Quatrième interrogation. La loi HPST est souvent perçue par nos concitoyens comme un outil dans l’arsenal des moyens mis en œuvre par l’État pour maîtriser d’une manière volontariste les dépenses de santé. Ce n’est pas faux. Mais pouvez-vous nous préciser, madame la ministre, où se situent exactement les limites que le Gouvernement entend donner à cette maîtrise qui, on en conviendra, suscite l’inquiétude des associations d’usagers du système de santé, des malades – notamment les plus démunis – et, d’une manière plus générale, de la population française ?

De même, au sujet des recommandations des comités d’experts prévus dans la loi HPST, nous souhaiterions savoir quelle suite le Gouvernement entend donner aux propositions de la mission Briet, dont nous parlions tout à l’heure.

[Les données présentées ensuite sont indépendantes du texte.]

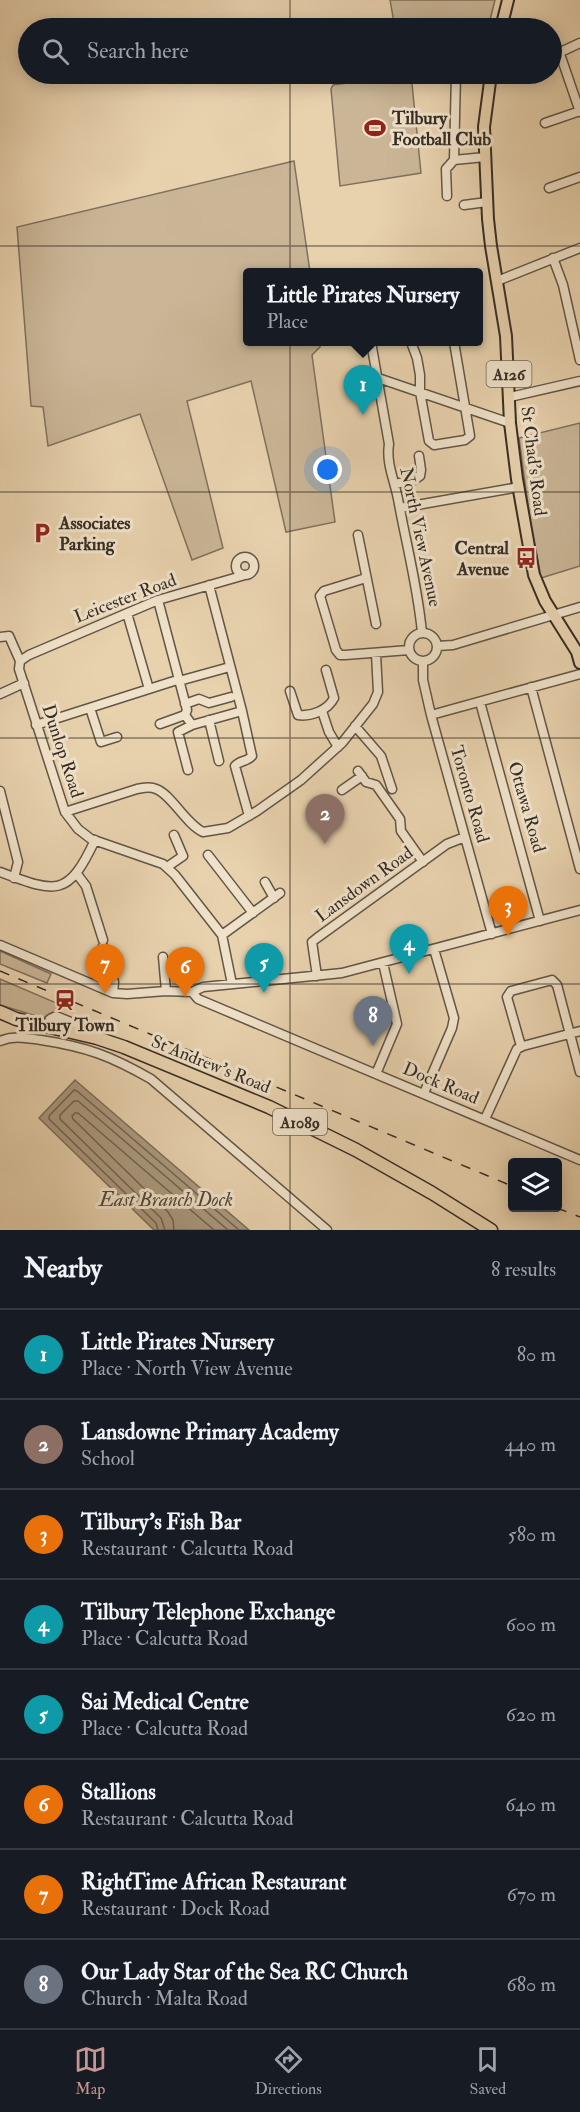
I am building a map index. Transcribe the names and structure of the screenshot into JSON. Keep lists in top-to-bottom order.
{
  "streets": {
    "highway": ["St Andrew's Road", "A1089"],
    "main road": ["A126", "St Chad's Road"],
    "street": [
      "North View Avenue",
      "Leicester Road",
      "Dunlop Road",
      "Toronto Road",
      "Ottawa Road",
      "Lansdown Road",
      "Dock Road"
    ]
  },
  "crossings": [
    ["North View Avenue", "Toronto Road"],
    ["Leicester Road", "Dunlop Road"],
    ["Toronto Road", "Lansdown Road"]
  ],
  "water": ["East Branch Dock"],
  "places": {
    "sports": ["Tilbury Football Club"],
    "parking": ["Associates Parking"],
    "bus stop": ["Central Avenue"],
    "station": ["Tilbury Town"]
  },
  "page": {
    "search": "Search here",
    "popup": ["Little Pirates Nursery", "Place"],
    "pins": [
      "1",
      "2",
      "3",
      "4",
      "5",
      "7",
      "6",
      "8"
    ],
    "heading": ["Nearby", "8 results"],
    "list": [
      {
        "mark": "1",
        "name": "Little Pirates Nursery",
        "note": "Place · North View Avenue",
        "value": "80 m"
      },
      {
        "mark": "2",
        "name": "Lansdowne Primary Academy",
        "note": "School",
        "value": "440 m"
      },
      {
        "mark": "3",
        "name": "Tilbury's Fish Bar",
        "note": "Restaurant · Calcutta Road",
        "value": "580 m"
      },
      {
        "mark": "4",
        "name": "Tilbury Telephone Exchange",
        "note": "Place · Calcutta Road",
        "value": "600 m"
      },
      {
        "mark": "5",
        "name": "Sai Medical Centre",
        "note": "Place · Calcutta Road",
        "value": "620 m"
      },
      {
        "mark": "6",
        "name": "Stallions",
        "note": "Restaurant · Calcutta Road",
        "value": "640 m"
      },
      {
        "mark": "7",
        "name": "RightTime African Restaurant",
        "note": "Restaurant · Dock Road",
        "value": "670 m"
      },
      {
        "mark": "8",
        "name": "Our Lady Star of the Sea RC Church",
        "note": "Church · Malta Road",
        "value": "680 m"
      }
    ],
    "nav": ["Map", "Directions", "Saved"]
  }
}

Il s’agit, monsieur le rapporteur général, du « gel des crédits accordés aux missions d’intérêt général effectuées par les hôpitaux publics ». Je tiens à le souligner, si ces recommandations sont retenues par le Gouvernement, ce qui semble être en bonne voie, certaines enveloppes de l’ONDAM seront mises en réserve en début d’exercice budgétaire chaque année et « dégelées » éventuellement en cours d’exercice, si j’ai bien compris, sur avis d’un comité d’experts. Les crédits finançant les missions d’intérêt général assumées par les seuls hôpitaux publics – SAMU, gardes médicales entre autres – constituent, si l’on en croit la fédération hospitalière de France, l’essentiel des sommes concernées. Ce faisant, seuls les hôpitaux publics supporteraient les conséquences des dérapages des autres acteurs du système de santé – médicaments, cliniques commerciales – alors qu’aucun système de régulation n’existe, à ma connaissance, ou n’est prévu en ce qui les concerne. N’est-on pas là en contradiction avec l’esprit de la loi HPST qui – doit-on le rappeler ? – a souhaité, contre notre avis du reste, placer sur le même plan, s’agissant des missions de service public, l’hospitalisation publique et l’hospitalisation privée commerciale ?

Je vous demande donc également, madame la ministre, si les craintes exprimées par la fédération hospitalière de France sont fondées et, dans le cas où elles le seraient, ce que j’ai tout lieu de croire, de nous préciser si l’exercice des missions de service public devra en conséquence être « gelé » au début de chaque année dans l’attente du dégel hypothétique des crédits en cause. Nous aimerions également savoir si la loi HPST a pour vocation de faire des hôpitaux publics les variables d’ajustement du budget de la santé.